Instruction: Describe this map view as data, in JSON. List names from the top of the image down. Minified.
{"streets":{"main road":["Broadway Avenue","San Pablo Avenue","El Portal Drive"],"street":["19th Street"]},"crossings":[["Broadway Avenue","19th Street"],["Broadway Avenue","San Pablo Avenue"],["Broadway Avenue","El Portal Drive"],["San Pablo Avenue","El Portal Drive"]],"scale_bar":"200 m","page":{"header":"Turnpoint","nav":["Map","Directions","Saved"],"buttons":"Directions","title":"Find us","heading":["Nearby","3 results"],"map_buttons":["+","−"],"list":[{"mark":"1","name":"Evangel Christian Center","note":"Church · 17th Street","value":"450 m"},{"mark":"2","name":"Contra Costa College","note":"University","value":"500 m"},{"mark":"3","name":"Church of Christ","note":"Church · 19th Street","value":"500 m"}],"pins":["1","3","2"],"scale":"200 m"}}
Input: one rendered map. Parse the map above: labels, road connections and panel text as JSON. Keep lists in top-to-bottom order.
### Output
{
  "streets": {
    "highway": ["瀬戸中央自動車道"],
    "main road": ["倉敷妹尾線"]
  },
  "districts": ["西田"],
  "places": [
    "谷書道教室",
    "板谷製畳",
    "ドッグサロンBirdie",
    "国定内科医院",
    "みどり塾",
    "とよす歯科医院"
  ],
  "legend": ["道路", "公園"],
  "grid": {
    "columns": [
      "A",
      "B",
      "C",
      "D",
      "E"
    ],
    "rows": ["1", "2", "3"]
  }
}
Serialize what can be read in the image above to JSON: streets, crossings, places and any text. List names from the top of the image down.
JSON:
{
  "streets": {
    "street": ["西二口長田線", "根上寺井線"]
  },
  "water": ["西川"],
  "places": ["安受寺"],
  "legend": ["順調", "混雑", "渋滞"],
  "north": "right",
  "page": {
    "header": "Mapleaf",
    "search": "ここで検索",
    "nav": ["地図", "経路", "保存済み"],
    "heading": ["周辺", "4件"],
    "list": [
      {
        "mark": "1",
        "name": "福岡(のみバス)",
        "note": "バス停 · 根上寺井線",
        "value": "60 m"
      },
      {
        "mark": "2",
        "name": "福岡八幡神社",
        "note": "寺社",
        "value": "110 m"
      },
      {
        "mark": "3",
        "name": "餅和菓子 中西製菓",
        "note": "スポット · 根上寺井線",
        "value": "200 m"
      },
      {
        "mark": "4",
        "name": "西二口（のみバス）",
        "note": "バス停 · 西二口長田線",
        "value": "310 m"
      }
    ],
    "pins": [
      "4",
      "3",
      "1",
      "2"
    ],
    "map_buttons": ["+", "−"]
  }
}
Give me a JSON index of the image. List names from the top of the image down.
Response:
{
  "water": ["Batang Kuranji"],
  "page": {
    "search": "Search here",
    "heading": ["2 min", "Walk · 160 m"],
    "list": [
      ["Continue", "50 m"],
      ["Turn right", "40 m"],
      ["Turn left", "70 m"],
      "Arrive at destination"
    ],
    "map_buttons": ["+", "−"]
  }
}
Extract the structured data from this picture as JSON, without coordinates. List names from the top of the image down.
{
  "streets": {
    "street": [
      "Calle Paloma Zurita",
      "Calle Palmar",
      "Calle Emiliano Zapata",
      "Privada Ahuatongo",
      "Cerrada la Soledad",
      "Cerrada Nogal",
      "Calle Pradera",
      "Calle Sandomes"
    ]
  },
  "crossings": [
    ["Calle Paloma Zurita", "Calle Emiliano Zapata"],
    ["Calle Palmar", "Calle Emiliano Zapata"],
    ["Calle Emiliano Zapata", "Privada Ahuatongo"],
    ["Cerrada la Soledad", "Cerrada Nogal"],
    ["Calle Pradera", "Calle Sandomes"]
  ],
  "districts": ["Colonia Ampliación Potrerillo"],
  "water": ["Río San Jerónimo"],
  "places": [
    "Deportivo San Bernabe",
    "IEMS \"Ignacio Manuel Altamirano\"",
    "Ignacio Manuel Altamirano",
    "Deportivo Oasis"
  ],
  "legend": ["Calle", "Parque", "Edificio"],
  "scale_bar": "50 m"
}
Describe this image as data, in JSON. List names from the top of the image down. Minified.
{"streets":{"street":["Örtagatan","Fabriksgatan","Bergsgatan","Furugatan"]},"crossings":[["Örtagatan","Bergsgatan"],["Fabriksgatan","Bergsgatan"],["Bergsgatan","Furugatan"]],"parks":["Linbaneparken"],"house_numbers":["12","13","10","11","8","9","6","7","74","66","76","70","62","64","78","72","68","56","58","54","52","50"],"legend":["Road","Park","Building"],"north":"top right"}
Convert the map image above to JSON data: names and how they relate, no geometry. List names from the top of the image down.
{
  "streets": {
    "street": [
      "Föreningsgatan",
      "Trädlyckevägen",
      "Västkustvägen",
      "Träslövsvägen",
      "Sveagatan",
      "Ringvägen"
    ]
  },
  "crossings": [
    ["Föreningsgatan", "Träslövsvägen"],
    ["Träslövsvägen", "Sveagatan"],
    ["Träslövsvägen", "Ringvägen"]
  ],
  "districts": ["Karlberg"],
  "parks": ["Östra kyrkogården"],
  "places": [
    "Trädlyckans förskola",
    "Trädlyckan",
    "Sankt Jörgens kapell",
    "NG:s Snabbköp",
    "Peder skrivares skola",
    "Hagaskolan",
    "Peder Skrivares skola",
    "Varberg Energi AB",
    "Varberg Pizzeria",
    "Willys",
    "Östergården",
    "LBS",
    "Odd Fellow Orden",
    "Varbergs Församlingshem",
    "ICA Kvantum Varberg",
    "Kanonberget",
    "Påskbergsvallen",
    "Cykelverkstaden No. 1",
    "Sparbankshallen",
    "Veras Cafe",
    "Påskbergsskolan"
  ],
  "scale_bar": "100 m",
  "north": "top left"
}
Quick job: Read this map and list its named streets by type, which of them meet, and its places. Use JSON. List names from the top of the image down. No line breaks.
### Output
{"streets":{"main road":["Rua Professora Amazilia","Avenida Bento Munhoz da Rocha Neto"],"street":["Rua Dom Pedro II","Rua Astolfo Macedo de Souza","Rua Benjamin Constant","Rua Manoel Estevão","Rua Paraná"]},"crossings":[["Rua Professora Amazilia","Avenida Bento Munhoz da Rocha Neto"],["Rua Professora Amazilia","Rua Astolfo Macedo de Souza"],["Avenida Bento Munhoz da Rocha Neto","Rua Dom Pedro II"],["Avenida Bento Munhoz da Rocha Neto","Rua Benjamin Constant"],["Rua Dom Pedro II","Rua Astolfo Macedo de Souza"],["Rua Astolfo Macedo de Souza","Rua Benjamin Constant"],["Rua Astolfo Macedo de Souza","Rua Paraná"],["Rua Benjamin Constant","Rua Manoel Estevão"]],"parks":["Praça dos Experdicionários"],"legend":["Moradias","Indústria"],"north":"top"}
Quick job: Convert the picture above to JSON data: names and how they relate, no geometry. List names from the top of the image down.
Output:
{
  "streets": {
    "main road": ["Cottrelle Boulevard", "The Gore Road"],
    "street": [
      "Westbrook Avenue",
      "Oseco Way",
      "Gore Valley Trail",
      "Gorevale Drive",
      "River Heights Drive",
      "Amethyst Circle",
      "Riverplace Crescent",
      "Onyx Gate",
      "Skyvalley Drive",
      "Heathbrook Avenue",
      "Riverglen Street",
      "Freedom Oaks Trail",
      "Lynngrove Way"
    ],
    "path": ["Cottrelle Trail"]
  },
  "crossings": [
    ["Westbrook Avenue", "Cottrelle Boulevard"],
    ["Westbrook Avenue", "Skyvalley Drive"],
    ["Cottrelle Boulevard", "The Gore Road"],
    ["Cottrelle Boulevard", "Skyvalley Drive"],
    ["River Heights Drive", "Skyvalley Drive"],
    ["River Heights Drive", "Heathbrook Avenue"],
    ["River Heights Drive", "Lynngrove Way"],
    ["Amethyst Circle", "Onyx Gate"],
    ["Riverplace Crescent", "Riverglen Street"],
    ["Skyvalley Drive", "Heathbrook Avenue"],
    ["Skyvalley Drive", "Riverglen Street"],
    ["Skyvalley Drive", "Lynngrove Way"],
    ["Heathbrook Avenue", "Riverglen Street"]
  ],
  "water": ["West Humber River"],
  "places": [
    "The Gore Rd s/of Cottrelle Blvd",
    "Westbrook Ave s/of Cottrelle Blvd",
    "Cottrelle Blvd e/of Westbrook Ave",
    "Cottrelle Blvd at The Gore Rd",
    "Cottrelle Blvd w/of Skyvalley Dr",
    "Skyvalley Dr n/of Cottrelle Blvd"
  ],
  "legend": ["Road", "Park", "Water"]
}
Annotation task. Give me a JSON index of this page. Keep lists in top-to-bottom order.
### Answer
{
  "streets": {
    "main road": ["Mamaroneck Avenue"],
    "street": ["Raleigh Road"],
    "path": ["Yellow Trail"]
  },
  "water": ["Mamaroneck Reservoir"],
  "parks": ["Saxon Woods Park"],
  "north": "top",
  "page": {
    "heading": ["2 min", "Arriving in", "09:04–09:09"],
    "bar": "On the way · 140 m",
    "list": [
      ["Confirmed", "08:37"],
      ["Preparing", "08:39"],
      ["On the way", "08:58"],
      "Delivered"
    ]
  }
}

===

What you are asked to do
Set down only the lines above that fall between the line holding "Describe this image" and the line holding "Quick job: Read", inclusive, keeping each exact.

Exercise solution
Describe this image as data, in JSON. List names from the top of the image down. Minified.
{"streets":{"street":["Örtagatan","Fabriksgatan","Bergsgatan","Furugatan"]},"crossings":[["Örtagatan","Bergsgatan"],["Fabriksgatan","Bergsgatan"],["Bergsgatan","Furugatan"]],"parks":["Linbaneparken"],"house_numbers":["12","13","10","11","8","9","6","7","74","66","76","70","62","64","78","72","68","56","58","54","52","50"],"legend":["Road","Park","Building"],"north":"top right"}
Convert the map image above to JSON data: names and how they relate, no geometry. List names from the top of the image down.
{
  "streets": {
    "street": [
      "Föreningsgatan",
      "Trädlyckevägen",
      "Västkustvägen",
      "Träslövsvägen",
      "Sveagatan",
      "Ringvägen"
    ]
  },
  "crossings": [
    ["Föreningsgatan", "Träslövsvägen"],
    ["Träslövsvägen", "Sveagatan"],
    ["Träslövsvägen", "Ringvägen"]
  ],
  "districts": ["Karlberg"],
  "parks": ["Östra kyrkogården"],
  "places": [
    "Trädlyckans förskola",
    "Trädlyckan",
    "Sankt Jörgens kapell",
    "NG:s Snabbköp",
    "Peder skrivares skola",
    "Hagaskolan",
    "Peder Skrivares skola",
    "Varberg Energi AB",
    "Varberg Pizzeria",
    "Willys",
    "Östergården",
    "LBS",
    "Odd Fellow Orden",
    "Varbergs Församlingshem",
    "ICA Kvantum Varberg",
    "Kanonberget",
    "Påskbergsvallen",
    "Cykelverkstaden No. 1",
    "Sparbankshallen",
    "Veras Cafe",
    "Påskbergsskolan"
  ],
  "scale_bar": "100 m",
  "north": "top left"
}
Quick job: Read this map and list its named streets by type, which of them meet, and its places. Use JSON. List names from the top of the image down. No line breaks.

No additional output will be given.